#### What this task involves
Find and copy the lines in the records beneath this task that contain the word "display".

(Stored dataset items)
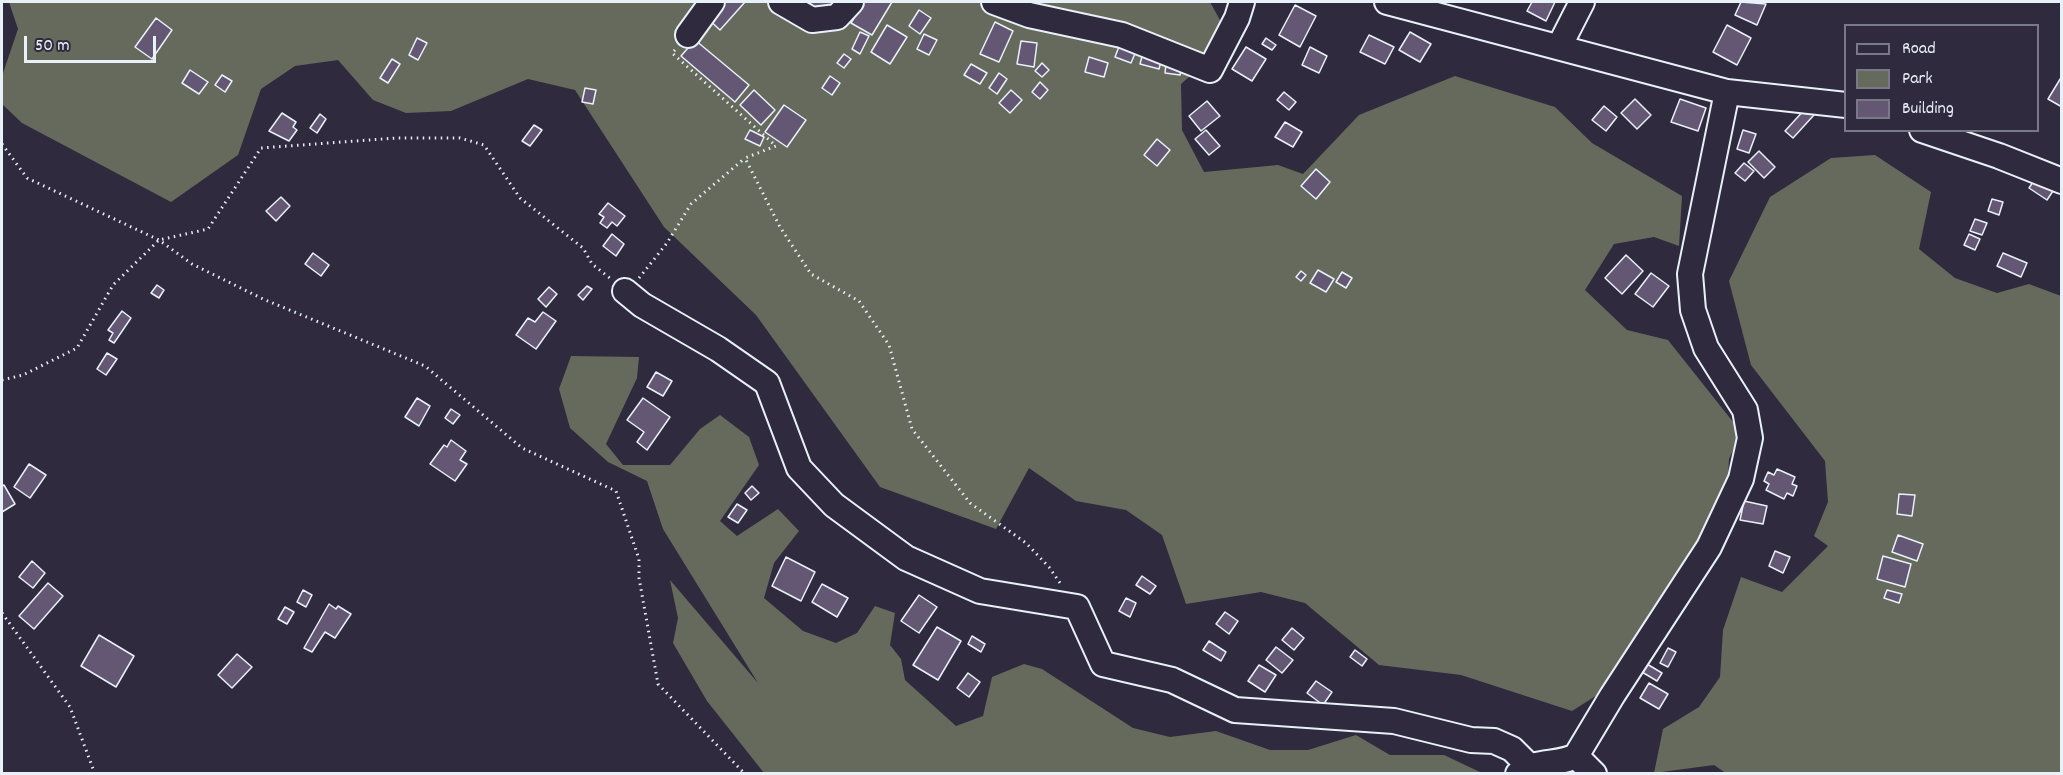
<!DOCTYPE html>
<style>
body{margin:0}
#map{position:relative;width:2063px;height:775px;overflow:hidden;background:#2f2a3d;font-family:Dekko,sans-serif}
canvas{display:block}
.frame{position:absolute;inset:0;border:3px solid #e8f1f8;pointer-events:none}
.legend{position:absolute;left:1844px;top:24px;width:195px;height:108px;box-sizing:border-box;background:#2f2a3d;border:2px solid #797a88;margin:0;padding:8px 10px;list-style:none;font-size:18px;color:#e8f1f8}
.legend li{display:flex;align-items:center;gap:12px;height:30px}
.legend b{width:30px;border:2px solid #797a88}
.scale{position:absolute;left:24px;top:36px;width:132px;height:27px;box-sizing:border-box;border:3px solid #e8f1f8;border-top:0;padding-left:8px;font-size:18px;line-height:21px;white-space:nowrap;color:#e8f1f8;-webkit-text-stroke:4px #2f2a3d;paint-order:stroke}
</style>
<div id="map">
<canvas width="2063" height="775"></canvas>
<div class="frame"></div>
<ul class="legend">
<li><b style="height:8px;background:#2f2a3d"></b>Road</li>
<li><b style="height:16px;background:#666a5c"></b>Park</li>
<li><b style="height:16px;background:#645773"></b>Building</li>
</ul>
<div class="scale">50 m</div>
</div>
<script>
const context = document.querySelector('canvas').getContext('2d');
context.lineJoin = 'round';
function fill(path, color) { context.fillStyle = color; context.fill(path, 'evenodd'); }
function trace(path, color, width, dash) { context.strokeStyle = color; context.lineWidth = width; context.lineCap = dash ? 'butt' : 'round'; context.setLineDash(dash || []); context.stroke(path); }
fill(new Path2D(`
 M9 2H1210L1226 31 1215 54 1181 84 1182 130 1204 172 1278 165 1303 174 1359 115 1455 76 1555 107 1592 143 1682 196 1679 246 1654 237 1614 244 1585 290 1627 330 1668 340 1741 432 1729 459 1726 508 1621 680 1572 711 1461 675 1379 665 1305 603 1261 592 1186 604 1162 535 1126 510 1076 501 1029 468 996 529 880 487 756 315 664 227 575 90 528 79 451 111 406 113 373 100 338 60 295 66 261 89 238 155 171 202 22 123 2 104V76L18 29Z
 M1875 155 1931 192 1919 249 1955 278 1997 293 2029 284 2061 296V773L1727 774 1714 765 1654 773 1663 729 1699 707 1720 677 1723 630 1741 577 1782 592 1828 546 1814 536 1828 502 1825 461 1751 365 1729 281 1770 197 1831 158Z
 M571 356 639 357 637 378 606 444 623 465H670L700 429 720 415 749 437 759 465 720 521 737 536 778 509 799 531 774 563 764 598 803 631 836 643 857 633 875 606 895 613 890 645 901 659 905 680 956 726 983 716 992 677 1024 664 1042 669 1133 728 1170 737 1216 731 1270 750H1308L1356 735 1390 755H1444L1482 773H764L707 701 673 643 678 618 670 580 758 683 663 529 647 481 608 462 570 428 559 389Z`), '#666a5c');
const building = new Path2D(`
 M718 2H745L720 30 705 16Z
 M808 2H835L823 15Z
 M864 2H892L872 35 851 23Z
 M1532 2H1555L1546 21 1527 11Z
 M1741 2 1766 4 1757 25 1735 15Z
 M1295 5 1316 16 1300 47 1279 35Z
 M919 10 931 18 920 34 909 26Z
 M156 18 172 30 152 59 135 47Z
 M995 22 1013 31 999 62 980 54Z
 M887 25 907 37 890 64 871 52Z
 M1727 25 1751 38 1737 65 1713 52Z
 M860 32 869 36 860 54 852 49Z
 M1410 32 1431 44 1420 62 1399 50Z
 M924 34 937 40 929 55 917 49Z
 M1369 35 1394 47 1385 64 1360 52Z
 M417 38 427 43 418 60 409 55Z
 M1266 38 1276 45 1272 50 1262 44Z
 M695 40 749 85 735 102 681 56Z
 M1021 41 1037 43 1034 67 1017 64Z
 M1120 44 1136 51 1131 63 1115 57Z
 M1246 47 1266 59 1252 81 1232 69Z
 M1310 47 1327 56 1319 73 1302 65Z
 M1143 53 1162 58 1159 69 1140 64Z
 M844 54 851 59 844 68 837 63Z
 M1089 57 1108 63 1104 77 1085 72Z
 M392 59 400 64 388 83 380 78Z
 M1042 63 1049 70 1042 77 1035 71Z
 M971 64 987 73 980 84 964 75Z
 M1166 64 1182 66 1180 75 1165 73Z
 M190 70 208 82 199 94 182 83Z
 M999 73 1007 79 997 94 989 88Z
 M222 75 232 81 225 92 215 85Z
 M830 76 840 83 832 95 822 88Z
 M2062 76V107L2048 99Z
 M1040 82 1048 90 1040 99 1032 92Z
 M585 88 596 90 593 104 582 102Z
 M754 90 775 110 761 125 740 105Z
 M1011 90 1022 100 1010 113 999 103Z
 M1284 92 1296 102 1289 110 1277 100Z
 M1635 99 1651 115 1637 129 1621 113Z
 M1680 99 1706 108 1698 131 1671 122Z
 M1207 101 1220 116 1201 131 1189 116Z
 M784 105 806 120 787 147 765 132Z
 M1604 106 1617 117 1606 131 1592 120Z
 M1806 108 1814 115 1793 138 1785 131Z
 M282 113 296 122 293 127 297 130 289 141 269 131Z
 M320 114 326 119 317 133 310 128Z
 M1285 122 1302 132 1293 147 1275 137Z
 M534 125 542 130 530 146 522 141Z
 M750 130 764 137 760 146 745 139Z
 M1206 130 1220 146 1209 155 1195 139Z
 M1743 130 1756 134 1749 153 1737 149Z
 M1157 139 1170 150 1157 166 1144 155Z
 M1759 151 1775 167 1764 178 1748 162Z
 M1744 163 1754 171 1745 181 1735 173Z
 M1316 169 1330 182 1316 199 1301 186Z
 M2037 176 2055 188 2047 200 2029 188Z
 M281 197 290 206 276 221 266 211Z
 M1992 199 2003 202 1999 215 1988 211Z
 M608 203 625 216 617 226 612 222 607 228 600 223 604 217 599 214Z
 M1975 219 1987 223 1982 235 1970 231Z
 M612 234 624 244 616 256 603 246Z
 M1969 234 1980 239 1975 250 1964 245Z
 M313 253 329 265 321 276 305 264Z
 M2003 253 2027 263 2021 277 1997 266Z
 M1626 255 1643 271 1622 294 1605 278Z
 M1318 270 1334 279 1326 292 1310 283Z
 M1301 271 1306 275 1301 281 1296 277Z
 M1342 272 1352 278 1346 288 1336 282Z
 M1651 273 1669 286 1653 307 1635 294Z
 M157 285 164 290 159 298 151 293Z
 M587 286 592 289 583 300 578 295Z
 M549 287 557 294 546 307 538 299Z
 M122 311 131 318 114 343 109 340 113 333 108 330Z
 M543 312 556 321 536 349 516 335 528 318 535 322Z
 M107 353 117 359 106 375 97 369Z
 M656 372 672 381 663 396 647 387Z
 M417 398 430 406 419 426 405 417Z
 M643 398 670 417 647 450 637 442 644 432 627 420Z
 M451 409 460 415 453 424 445 418Z
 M451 440 466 451 460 460 467 464 455 481 430 464 444 445 447 447Z
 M29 464 46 475 30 498 14 487Z
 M1777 469 1795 477 1792 484 1797 486 1793 496 1787 493 1784 499 1766 490 1769 484 1764 481 1768 472 1774 475Z
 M4 485 15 504 2 512V486Z
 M752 486 759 493 751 500 745 493Z
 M1899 494 1915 495 1912 516 1897 514Z
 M1744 501 1767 506 1763 524 1740 520Z
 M737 504 747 510 738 523 728 517Z
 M1898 535 1923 544 1917 561 1892 552Z
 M1775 551 1790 557 1783 573 1769 566Z
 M1883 556 1911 564 1905 587 1877 579Z
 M786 557 815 572 801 601 772 586Z
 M32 561 45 573 33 588 19 577Z
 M1142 576 1156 586 1150 594 1136 585Z
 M48 583 63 596 34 629 19 616Z
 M822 584 848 598 837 617 812 602Z
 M303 590 312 595 306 607 297 602Z
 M1887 590 1902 594 1899 603 1884 598Z
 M919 595 937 607 919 633 901 621Z
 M1126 598 1136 603 1130 617 1119 611Z
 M329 604 336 609 338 606 351 614 335 638 325 632 312 652 304 648Z
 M285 607 294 612 287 624 278 619Z
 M1225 612 1238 621 1229 634 1216 624Z
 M937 627 961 641 938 680 913 665Z
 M1292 628 1304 638 1294 650 1282 640Z
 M99 635 134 656 116 687 81 666Z
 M972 636 985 644 981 652 968 644Z
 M1209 641 1226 652 1221 661 1203 650Z
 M1276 647 1293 660 1282 673 1266 660Z
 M1668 648 1676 652 1668 667 1660 663Z
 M1355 650 1367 659 1362 666 1350 657Z
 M237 654 252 667 232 688 218 675Z
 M1647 664 1662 673 1657 681 1642 672Z
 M1259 665 1276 675 1265 692 1248 681Z
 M968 673 980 682 969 697 957 688Z
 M1316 681 1332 692 1323 705 1307 693Z
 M1649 683 1668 694 1659 709 1640 698Z`);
fill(building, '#645773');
trace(building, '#e8f1f8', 1.5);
const minor = new Path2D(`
 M781 2 812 20 837 17 851 2
 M994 2 1029 15 1122 35 1210 70 1237 18 1242 2
 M1387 2 1727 92 1846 105
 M688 35 712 2
 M1559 47 1582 2
 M1922 130 1999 156 2062 181
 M625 291 642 305 718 349 767 383 799 468 834 505 906 558 980 591 1077 607 1103 664 1172 680 1235 710 1394 721 1471 740 1494 741 1512 749 1528 765
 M1576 756 1594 774
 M1518 774C1535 759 1557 766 1576 756L1612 696 1709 547 1741 479 1750 438 1745 410 1706 348 1693 310 1690 274 1727 92`);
trace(minor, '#e8f1f8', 28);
trace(new Path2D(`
 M675 50 672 53 776 146 745 158 780 227 811 274 859 301 889 345 912 429 970 503 1026 543 1049 567 1060 583
 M2 144 27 178 159 240 192 264 263 299 425 366 522 448 616 491 639 559V578L658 684 745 774
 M639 278 667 243 691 204 745 158
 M2 380 23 375 77 348 113 285 159 240 208 229 261 148 396 138H460L484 145 520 198 583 248 592 264 611 279
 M2 613 70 707 95 774`), '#e8f1f8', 3, [1.5, 4.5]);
trace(minor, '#2f2a3d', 24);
</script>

#### Output for this task
canvas{display:block}
.legend li{display:flex;align-items:center;gap:12px;height:30px}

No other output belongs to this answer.